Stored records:
_ _ _ _ _ _ _
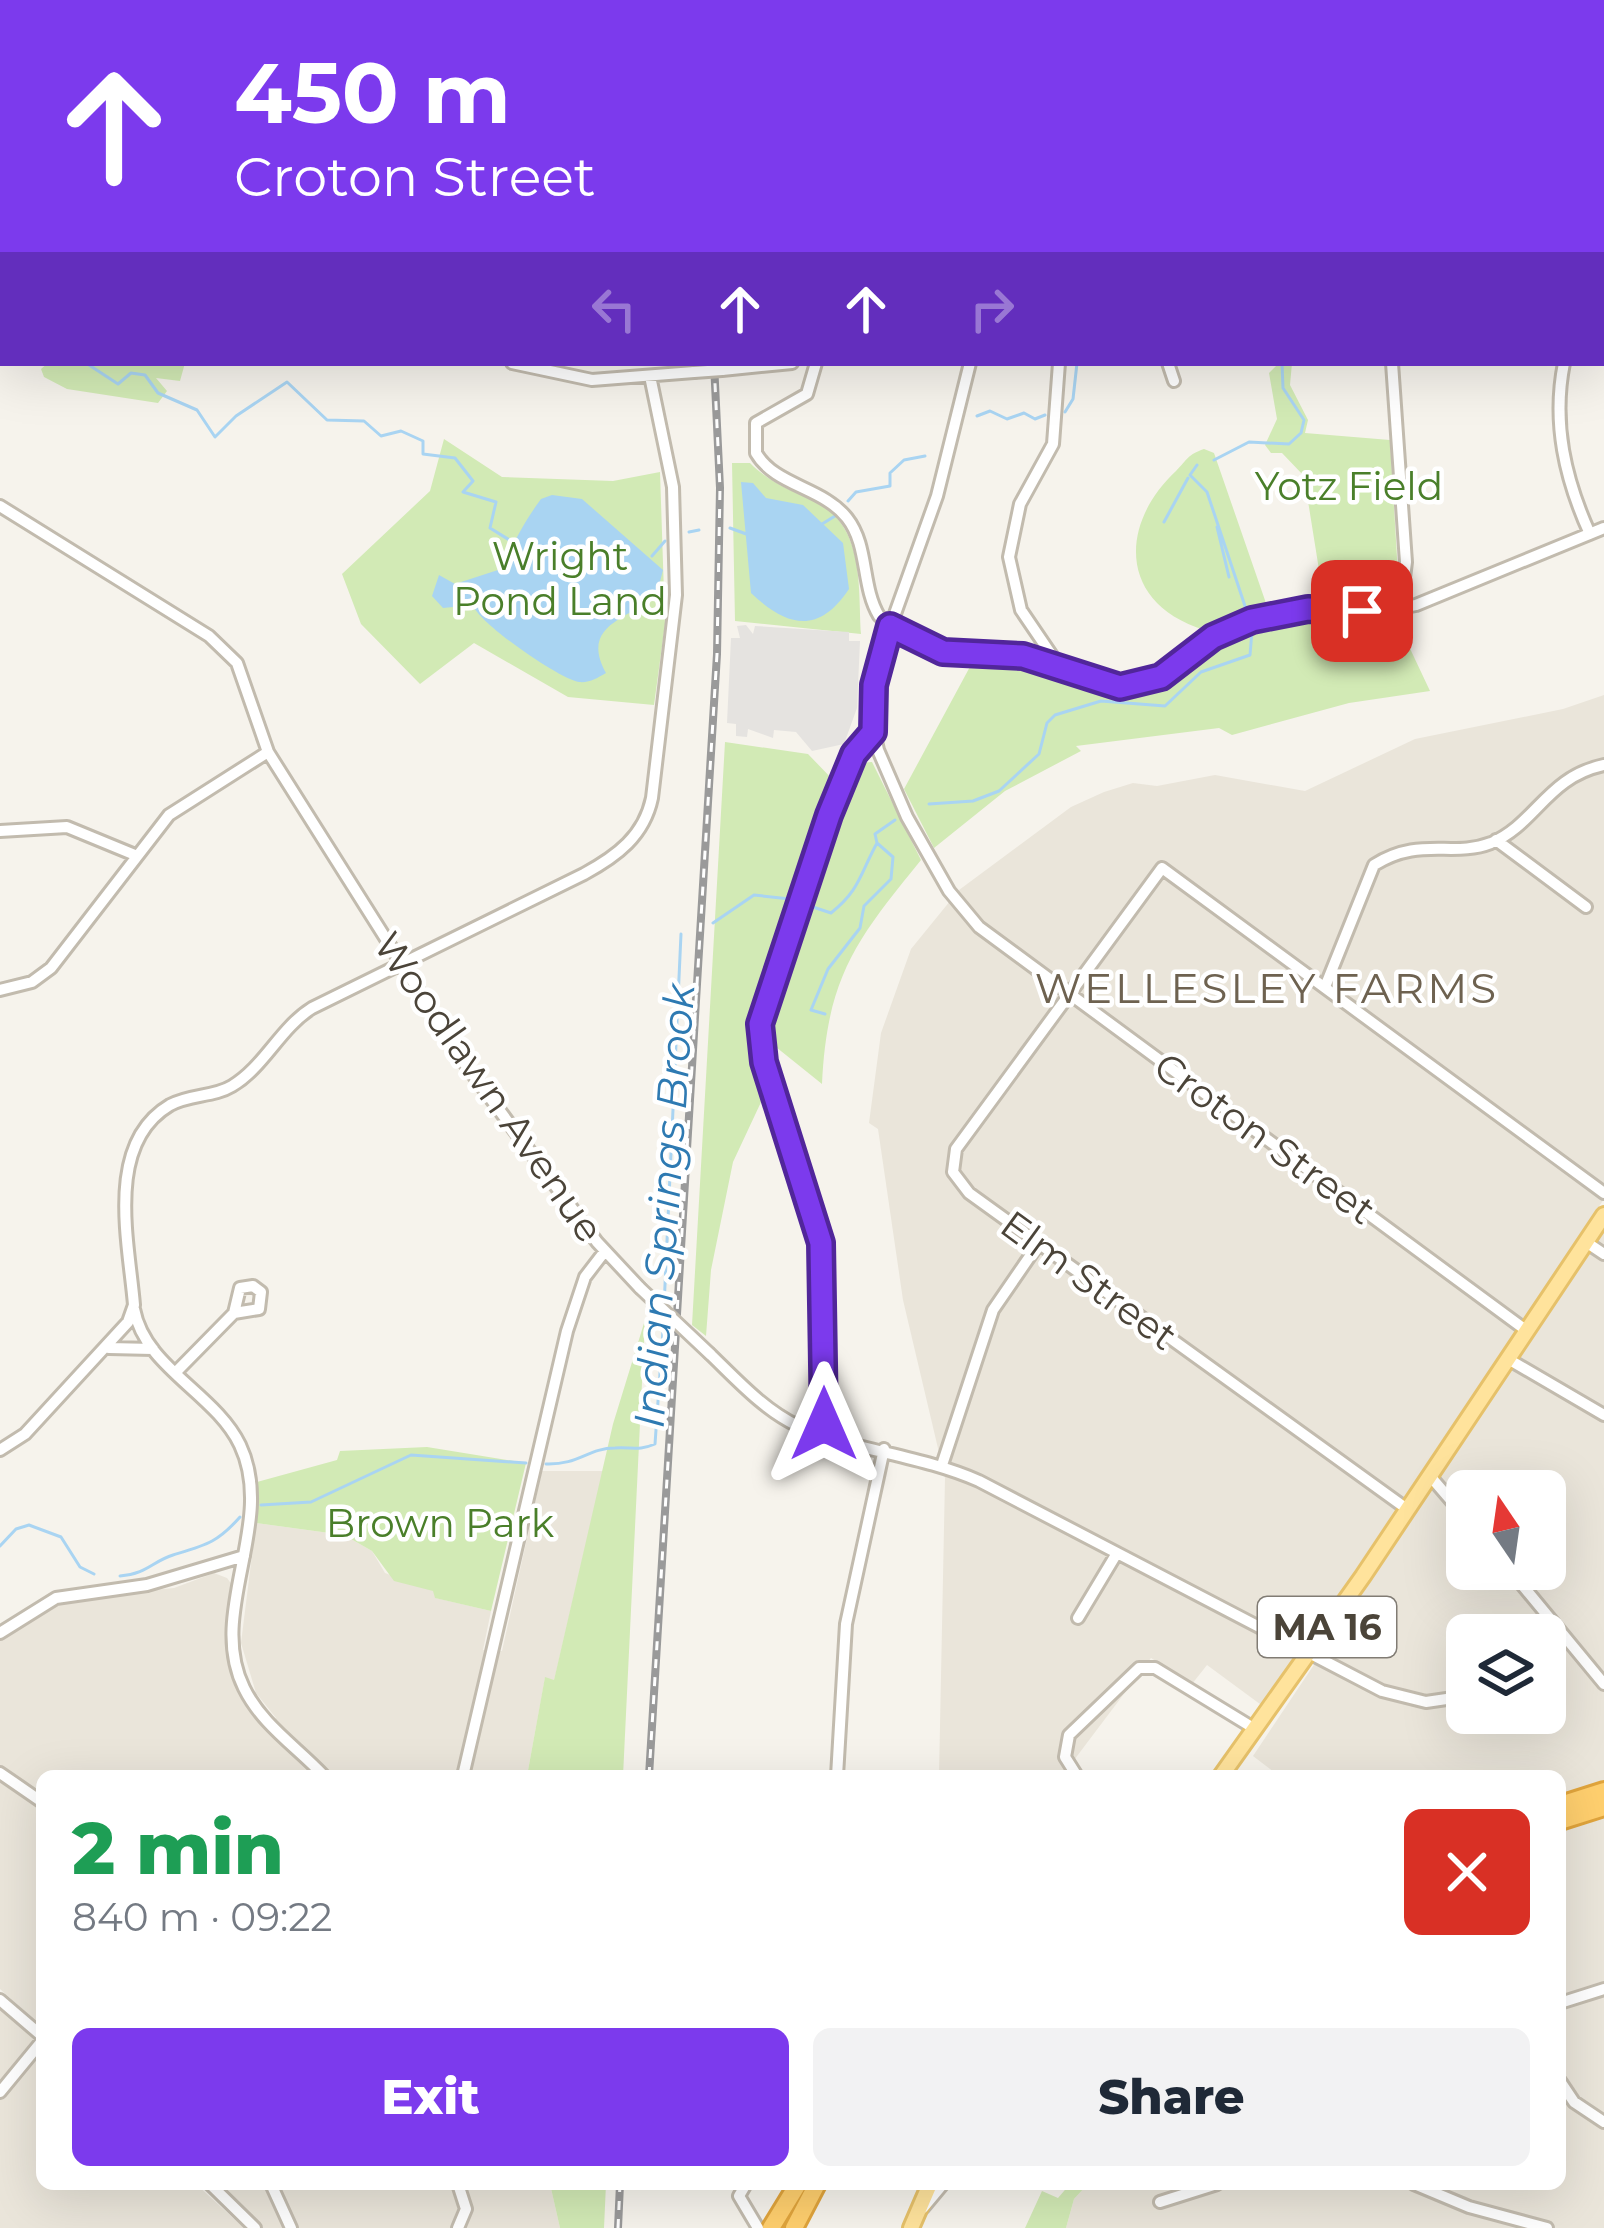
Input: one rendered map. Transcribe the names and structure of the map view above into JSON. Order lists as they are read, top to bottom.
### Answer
{
  "streets": {
    "main road": ["MA 16"],
    "street": ["Woodlawn Avenue", "Croton Street", "Elm Street"]
  },
  "crossings": [
    ["Woodlawn Avenue", "MA 16"],
    ["Croton Street", "Elm Street"],
    ["Croton Street", "MA 16"],
    ["Elm Street", "MA 16"]
  ],
  "districts": ["WELLESLEY FARMS"],
  "water": ["Indian Springs Brook"],
  "parks": ["Yotz Field", "Wright Pond Land", "Brown Park"],
  "north": "top",
  "page": {
    "turn": ["450 m", "Croton Street"],
    "heading": ["2 min", "840 m · 09:22"],
    "buttons": ["Exit", "Share"]
  }
}
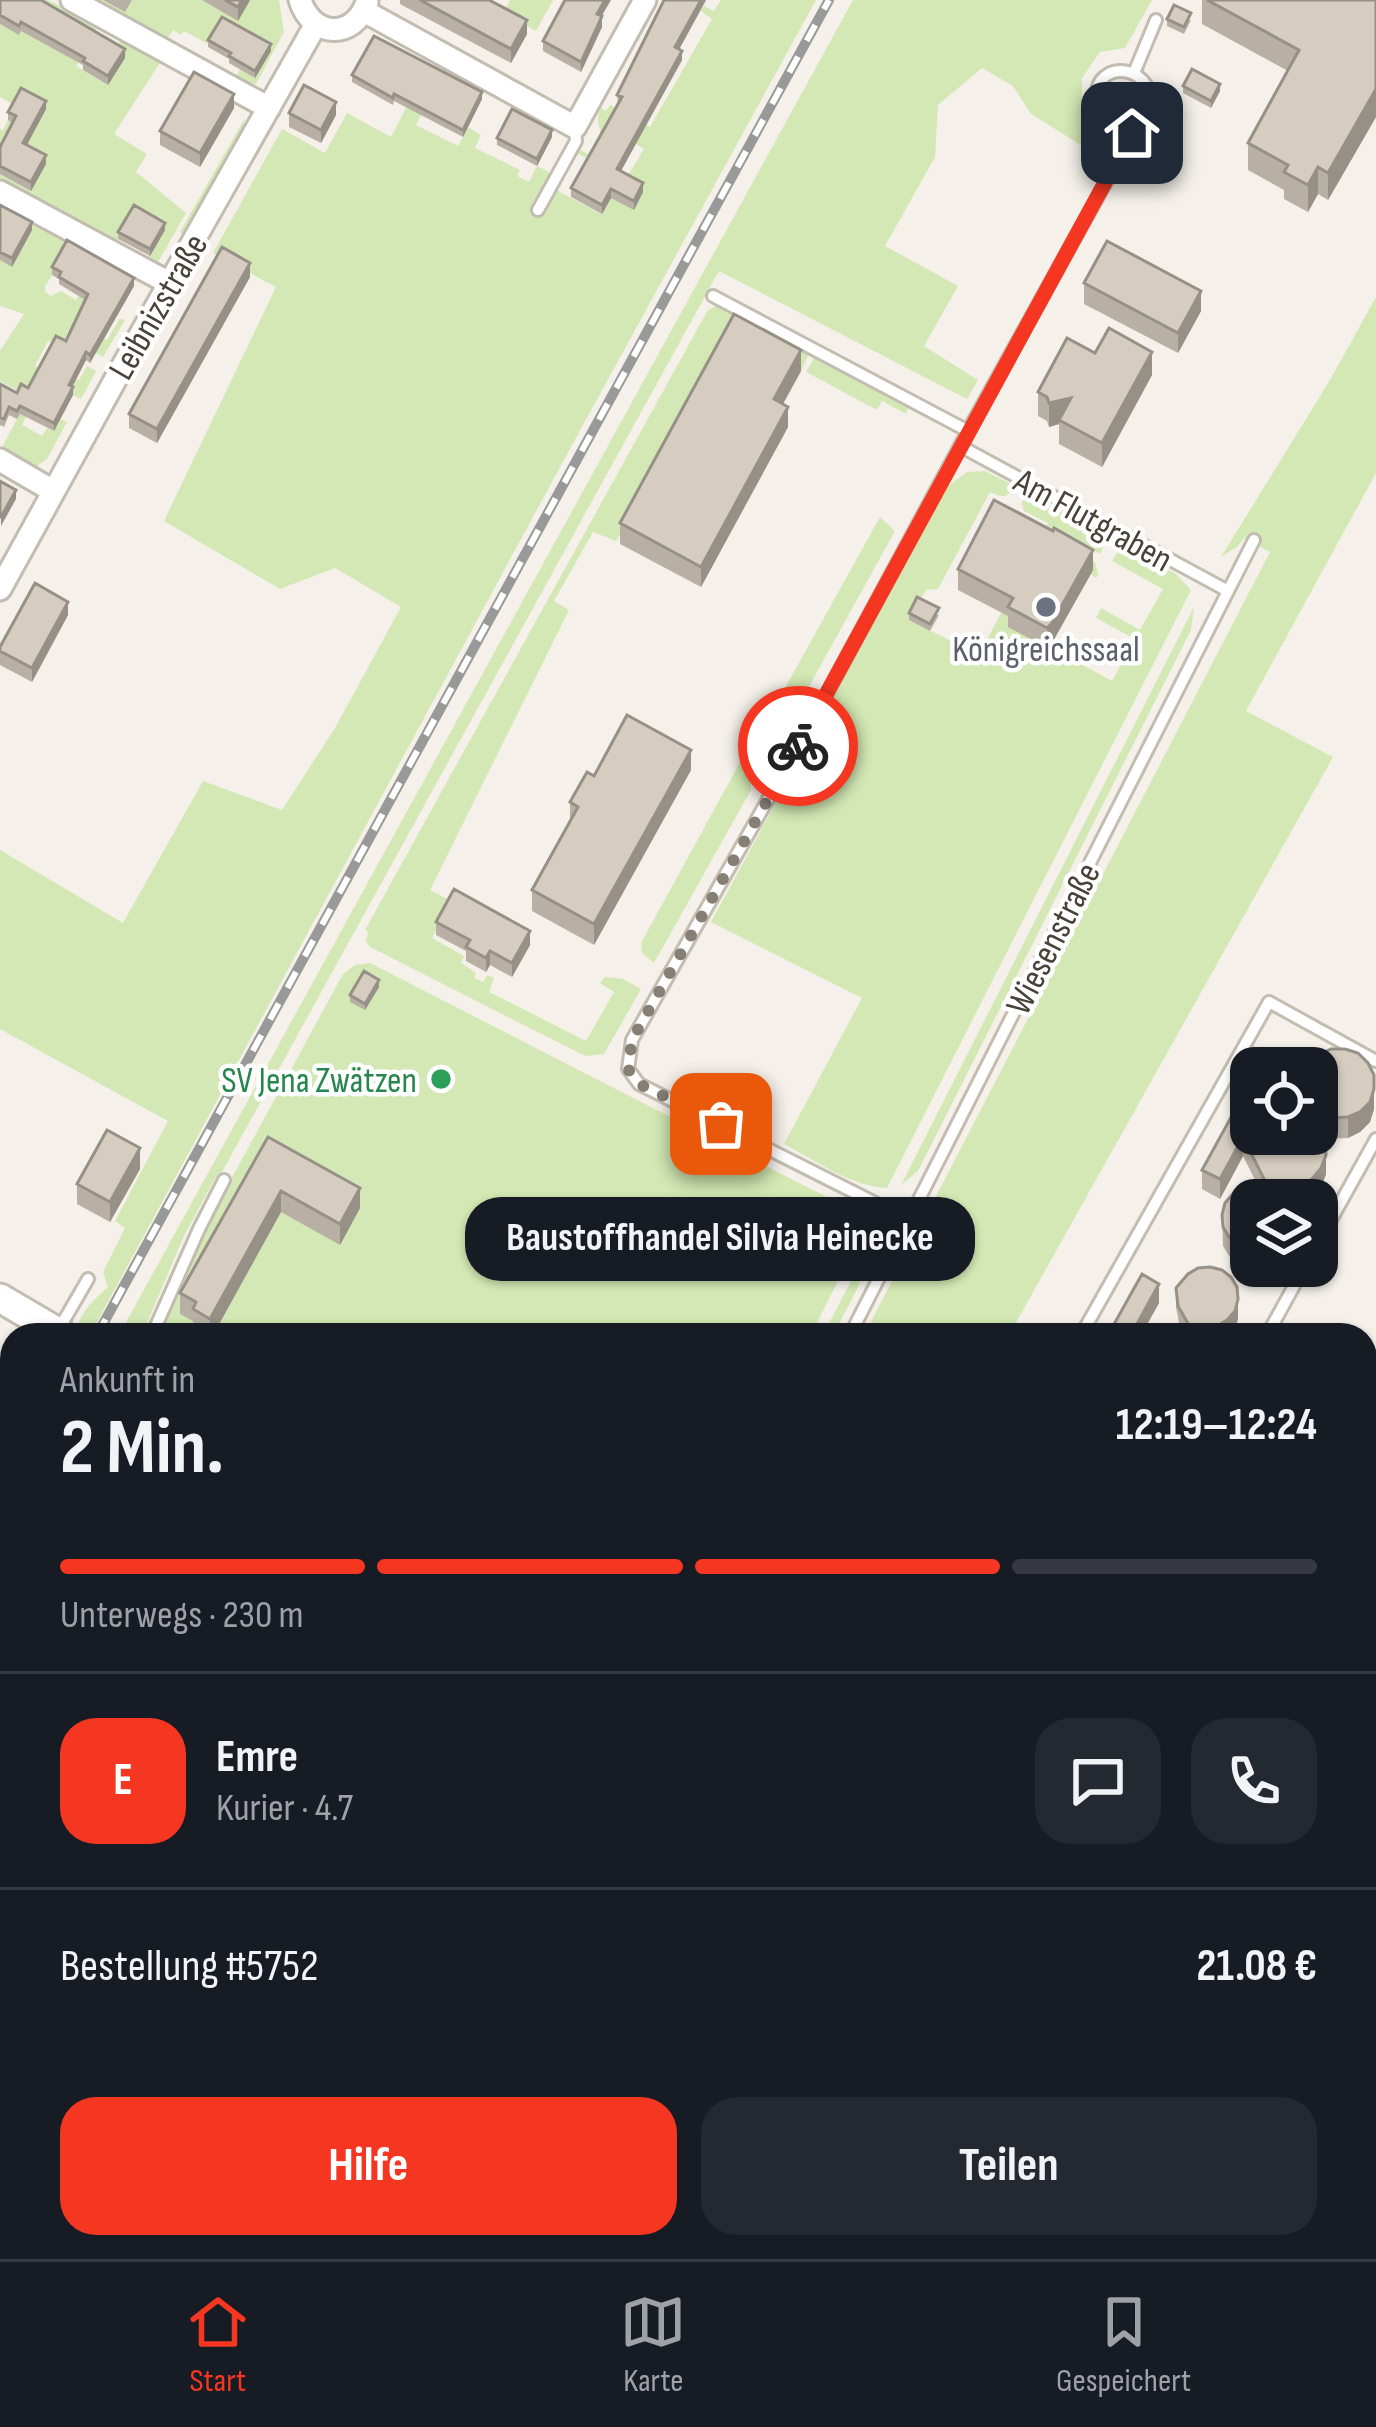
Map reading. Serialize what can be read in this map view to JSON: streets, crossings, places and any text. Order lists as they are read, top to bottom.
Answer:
{
  "streets": {
    "street": ["Leibnizstraße"],
    "lane": ["Am Flutgraben", "Wiesenstraße"]
  },
  "crossings": [
    ["Am Flutgraben", "Wiesenstraße"]
  ],
  "places": ["Königreichssaal", "SV Jena Zwätzen", "Baustoffhandel Silvia Heinecke"],
  "page": {
    "bubble": "Baustoffhandel Silvia Heinecke",
    "heading": ["2 Min.", "Ankunft in", "12:19–12:24"],
    "panel": [
      "Emre",
      "Kurier · 4.7",
      "Bestellung #5752",
      "21.08 €"
    ],
    "bar": "Unterwegs · 230 m",
    "round": "E",
    "buttons": ["Hilfe", "Teilen"],
    "tabs": ["Start", "Karte", "Gespeichert"]
  }
}
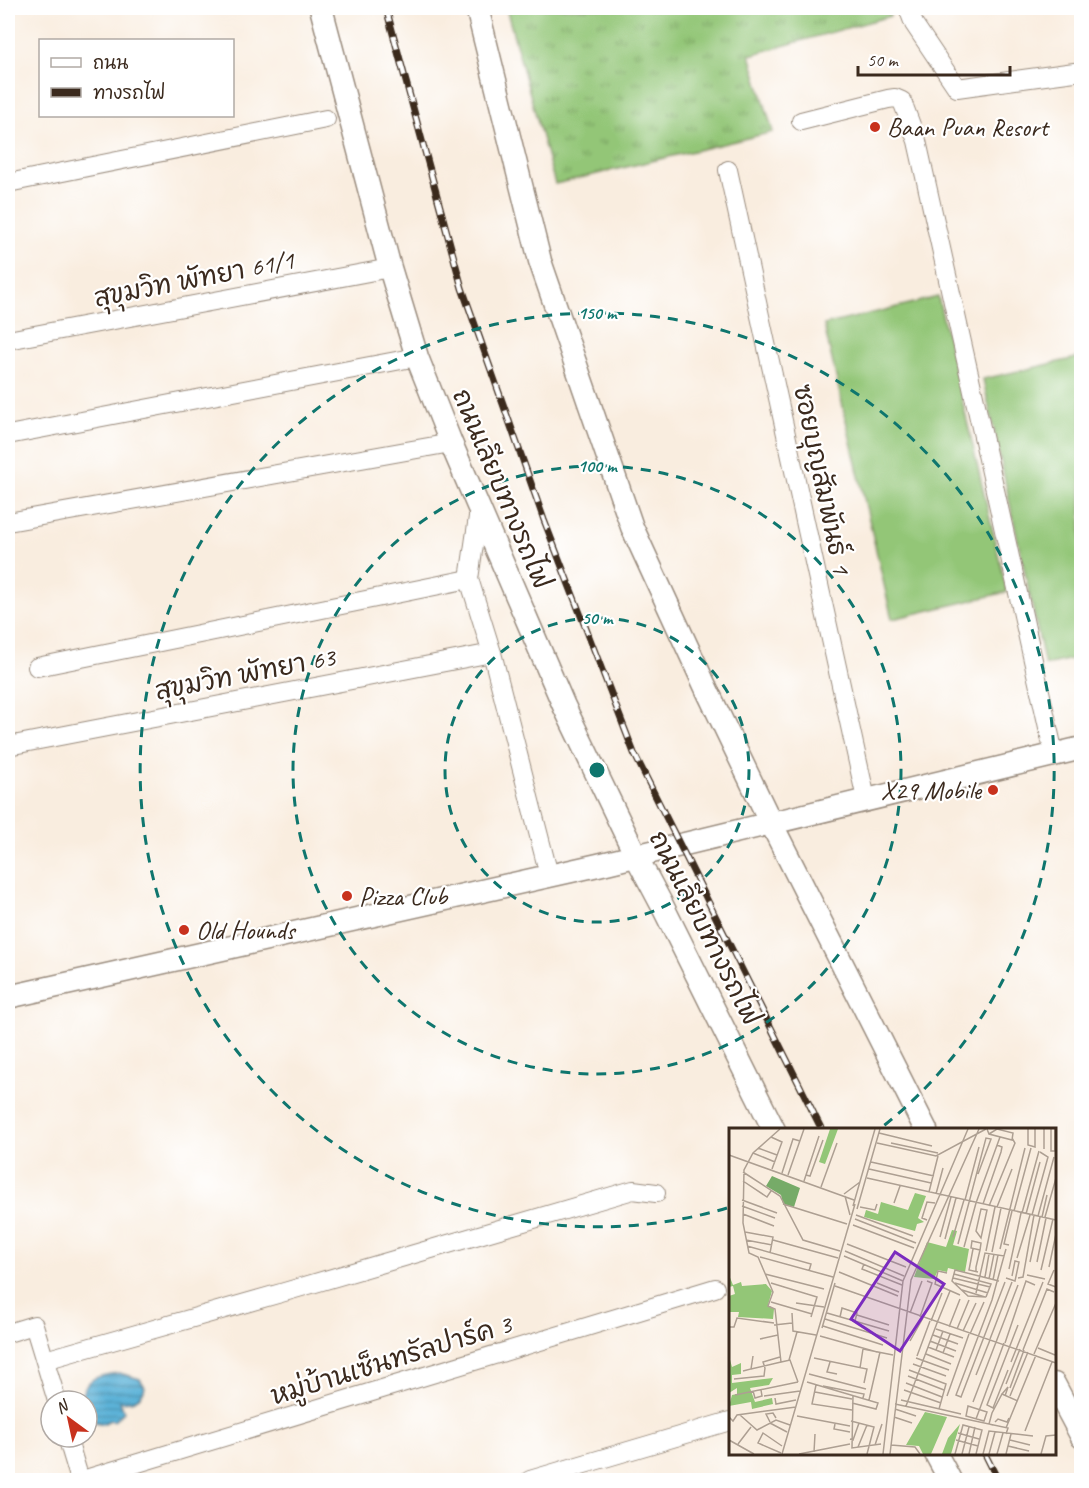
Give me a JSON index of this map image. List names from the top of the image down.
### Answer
{
  "streets": {
    "street": [
      "สุขุมวิท พัทยา 61/1",
      "ซอยบุญสัมพันธ์ 1",
      "ถนนเลียบทางรถไฟ",
      "สุขุมวิท พัทยา 63",
      "หมู่บ้านเซ็นทรัลปาร์ค 3"
    ]
  },
  "crossings": [
    ["สุขุมวิท พัทยา 61/1", "ถนนเลียบทางรถไฟ"]
  ],
  "places": [
    "Baan Puan Resort",
    "X29 Mobile",
    "Pizza Club",
    "Old Hounds"
  ],
  "legend": ["ถนน", "ทางรถไฟ"],
  "scale_bar": "50 m",
  "north": "top left",
  "rings": ["150 m", "100 m", "50 m"]
}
_ _ _ _ _ _ _
Wherever a line in the data above contains the word "they", copy that line.

Input: one rendered map. Transcribe the names and structure of the map view above into JSON. Order lists as they are read, top to bottom.
Map reading. Serialize what can be read in this map view to JSON: streets, crossings, places and any text. Order lists as they are read, top to bottom.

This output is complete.